Repeat exactly the lines below that lie between the line with "path.moveTo(r[0], r[1]);" and the line with "ctx.textAlign = isNaN(turn)", counting both of those lines as part of the answer.

(Items from a dataset)
- - - - - - -

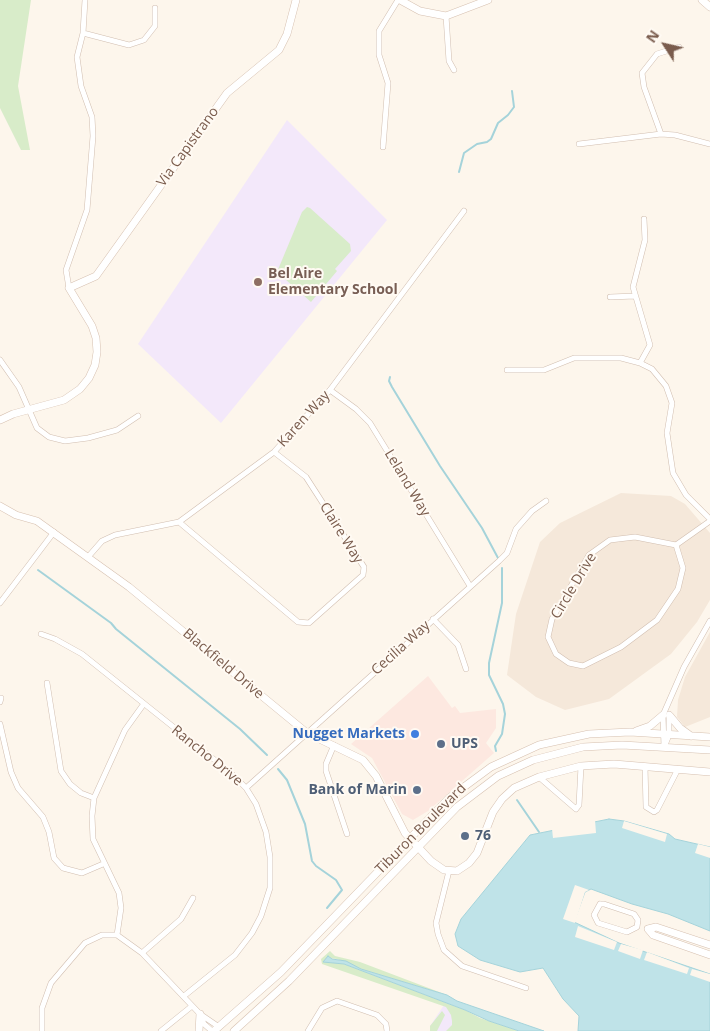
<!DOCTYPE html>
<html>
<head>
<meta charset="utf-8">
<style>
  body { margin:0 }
  #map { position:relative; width:710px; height:1031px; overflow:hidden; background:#fdf6ec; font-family:"Open Sans",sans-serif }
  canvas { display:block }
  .north { position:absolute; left:640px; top:20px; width:50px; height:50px; -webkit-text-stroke:4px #fffaf3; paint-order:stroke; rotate:305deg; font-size:14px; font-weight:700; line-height:20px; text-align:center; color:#7a5c4d }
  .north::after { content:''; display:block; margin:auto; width:18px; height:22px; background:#7a5c4d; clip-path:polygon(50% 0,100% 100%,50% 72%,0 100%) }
</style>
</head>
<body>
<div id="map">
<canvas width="710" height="1031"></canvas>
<div class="north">N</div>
</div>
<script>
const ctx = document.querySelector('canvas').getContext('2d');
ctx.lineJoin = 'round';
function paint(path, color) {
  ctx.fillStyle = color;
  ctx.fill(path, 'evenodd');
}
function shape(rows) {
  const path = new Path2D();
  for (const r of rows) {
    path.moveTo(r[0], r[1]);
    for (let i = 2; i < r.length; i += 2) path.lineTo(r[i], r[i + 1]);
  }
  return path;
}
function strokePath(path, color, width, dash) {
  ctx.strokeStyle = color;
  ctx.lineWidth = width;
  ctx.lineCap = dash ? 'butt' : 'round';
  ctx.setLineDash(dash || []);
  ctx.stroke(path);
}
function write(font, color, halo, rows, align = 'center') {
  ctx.font = font + ' "Open Sans",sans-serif';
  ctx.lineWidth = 4;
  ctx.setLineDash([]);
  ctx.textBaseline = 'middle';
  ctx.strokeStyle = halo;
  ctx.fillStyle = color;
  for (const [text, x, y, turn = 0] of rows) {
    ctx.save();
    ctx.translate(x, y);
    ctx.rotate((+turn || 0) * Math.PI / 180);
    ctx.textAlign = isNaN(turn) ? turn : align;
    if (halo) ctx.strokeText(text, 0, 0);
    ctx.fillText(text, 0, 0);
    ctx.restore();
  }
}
paint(shape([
  [621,493,671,496,685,504,710,533,710,600,697,622,671,654,609,699,565,710,536,697,507,675,516,614,540,542,560,523],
  [710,632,710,717,685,727,677,717,678,700,685,677]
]), '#f5e8da');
paint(shape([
  [428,676,452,708,455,706,460,713,496,709,496,728,486,743,494,753,428,811,413,820,402,814,372,758,351,744]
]), '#fde8e0');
paint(shape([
  [287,120,387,220,221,423,138,344],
  [444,1005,514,1031,430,1031,430,1026]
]), '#f3e8fa');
paint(shape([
  [0,0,31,0,18,86,30,150,21,150,0,108],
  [307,207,310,208,350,244,351,251,335,269,337,271,311,302,277,272,302,212],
  [330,951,335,956,360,962,447,995,360,969,337,959,329,958,326,960,329,962,344,964,465,1010,480,1018,519,1031,446,1031,452,1025,452,1021,451,1015,446,1007,322,964,321,959],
  [442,1011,445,1015,437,1031,430,1031,430,1026]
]), '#d8ecc9');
const water = shape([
  [609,819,624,821,669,834,675,839,710,847,710,931,668,914,632,904,591,889,585,892,574,922,619,943,710,974,710,1031,578,1031,579,1016,563,999,543,968,520,972,480,960,458,946,455,934,461,919,530,835,609,819],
  [328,956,332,959,346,961,361,969,447,995,457,1001,544,1031,519,1031,489,1021,465,1010,344,964,323,962,328,956]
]);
paint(water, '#bfe3e8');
strokePath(water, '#a5d3da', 1);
paint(shape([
  [595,820,596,833,553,838,552,829],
  [624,821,667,834,665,842,622,828],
  [698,844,710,847,710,858,695,853],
  [575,885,589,890,585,892,575,923,563,919],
  [578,926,617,942,614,950,575,937],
  [621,944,643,950,640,959,618,951],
  [647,952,689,968,687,974,644,960],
  [692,969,710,974,710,982,690,975]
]), '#fdf6ec');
strokePath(shape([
  [459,172,464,153,477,144,487,142,491,139,498,123,508,115,514,107,512,91],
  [390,377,389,381,392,387,440,466,482,528,498,558],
  [38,570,111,623,116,629,240,729,267,755],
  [496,751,495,746,502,734,505,714,503,704,489,675,489,663,502,603,502,568],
  [278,769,287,780,305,824,312,861,316,866,336,880,342,890,327,908],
  [517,800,539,832]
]), '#a5d3da', 2);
const street = shape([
  [446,16,449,61,454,70],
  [83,33,129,45,144,40,155,26,155,8],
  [661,134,644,87,642,73,657,54,679,47],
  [579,144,661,134,675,135,710,144],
  [383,147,388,83,379,55,379,31,398,0],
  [69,288,66,270,87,210,93,136,92,117,81,86,77,57,83,33,85,0],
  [610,297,635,296],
  [0,360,19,387,37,428,49,437,65,441,88,438,117,430,138,416],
  [640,363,650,345,633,287,645,240,644,219],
  [507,370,544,370,574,358,621,358,640,363,652,369,666,386,672,403,667,433,673,473,686,495,710,519],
  [330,390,356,409,370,423,470,586],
  [179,522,298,622,309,623,363,575,364,567,306,477,274,452],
  [635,537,676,545,683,568,678,589,657,620,621,647,583,666,569,663,556,654,548,637,552,619,589,555,610,540,635,537],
  [676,545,710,521],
  [88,557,102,541,115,535,179,522,274,452,330,390,464,211],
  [0,603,54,532],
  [433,619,458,645,466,669],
  [41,634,55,639,82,654,231,773,246,788,256,804,266,832,270,857,270,888,261,916,252,933,235,955,184,996],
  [47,683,61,771,70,784,81,793,94,798],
  [0,702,1,698],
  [0,724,11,772,18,788,43,817,49,832,54,858,63,868,82,873,103,864],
  [334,745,326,764,326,771,347,834],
  [665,745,669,735,669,714],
  [664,747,663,715,684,667,710,621],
  [645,766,646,807,654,812,657,810,678,769],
  [539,777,576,809,579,805,581,766],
  [246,788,499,561,507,553,516,529,532,511,546,501],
  [449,871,436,923,438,934,444,950,462,966,526,988],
  [600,904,604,904,634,914,638,920,637,927,627,932,598,923,594,915,600,904],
  [117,935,121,908,119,893,93,839,92,816,94,798,125,730,143,705],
  [142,953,181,919,193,898],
  [201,1017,204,1024,212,1031],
  [42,1031,42,1008,51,983,85,943,102,935,117,935,142,953,200,1014,219,1027],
  [161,1031,192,1006],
  [308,1031,322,1008,337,1001,377,1015,386,1024,387,1031]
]);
const secondary = shape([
  [400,0,420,11,446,16,488,0],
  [702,0,710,7],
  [0,420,13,414,64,400,80,389,89,378,95,365,97,352,96,338,92,326,69,288,96,276,227,93,279,50,287,34,296,0],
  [0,506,16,515,37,521,129,587,307,733,363,760,376,776,405,833,431,861,444,870,457,871,469,863,477,853,493,812,502,799,514,788,539,777,581,766,614,764,710,772],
  [670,716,680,728,691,736],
  [636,731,650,726,663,715],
  [710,945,656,927,648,929,653,935,710,955],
  [199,1031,200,1014],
  [214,1031,281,972,449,798,491,767,539,745,589,734,630,732,710,737],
  [234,1031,289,981,457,807,498,776,533,760,583,747,622,745,710,750]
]);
strokePath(street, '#d1beb0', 6);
strokePath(secondary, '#d6c0b0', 8);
strokePath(street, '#fff', 5);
strokePath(secondary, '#fff', 7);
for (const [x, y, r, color] of [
  [258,282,5,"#8d6e63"],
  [415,734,5,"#3f7fe0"],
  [441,744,5,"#5c6f8a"],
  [417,790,5,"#5c6f8a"],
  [465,836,5,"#5c6f8a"]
]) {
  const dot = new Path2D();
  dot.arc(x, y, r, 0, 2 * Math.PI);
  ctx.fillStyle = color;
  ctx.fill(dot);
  strokePath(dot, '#fffaf3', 2);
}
write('14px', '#7a5c4d', '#fffaf3', [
  ["Via Capistrano",188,147,-54],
  ["Karen Way",304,419,-48],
  ["Leland Way",407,483,59],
  ["Claire Way",341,533,58],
  ["Circle Drive",574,586,-59],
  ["Cecilia Way",401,648,-42],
  ["Blackfield Drive",223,664,40],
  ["Rancho Drive",207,756,39],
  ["Tiburon Boulevard",421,829,-45]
]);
write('bold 14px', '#785e54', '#fffaf3', [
  ["Bel Aire",268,274],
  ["Elementary School",268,290]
], 'left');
write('bold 14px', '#366cbe', '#fffaf3', [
  ["Nugget Markets",405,734]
], 'right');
write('bold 14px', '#4e5e75', '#fffaf3', [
  ["UPS",451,744],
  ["Bank of Marin",407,790,"right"],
  ["76",475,836]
], 'left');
</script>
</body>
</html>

- - - - - - -

- **RESPONSE TO THIS TASK**
    path.moveTo(r[0], r[1]);
    for (let i = 2; i < r.length; i += 2) path.lineTo(r[i], r[i + 1]);
  }
  return path;
}
function strokePath(path, color, width, dash) {
  ctx.strokeStyle = color;
  ctx.lineWidth = width;
  ctx.lineCap = dash ? 'butt' : 'round';
  ctx.setLineDash(dash || []);
  ctx.stroke(path);
}
function write(font, color, halo, rows, align = 'center') {
  ctx.font = font + ' "Open Sans",sans-serif';
  ctx.lineWidth = 4;
  ctx.setLineDash([]);
  ctx.textBaseline = 'middle';
  ctx.strokeStyle = halo;
  ctx.fillStyle = color;
  for (const [text, x, y, turn = 0] of rows) {
    ctx.save();
    ctx.translate(x, y);
    ctx.rotate((+turn || 0) * Math.PI / 180);
    ctx.textAlign = isNaN(turn) ? turn : align;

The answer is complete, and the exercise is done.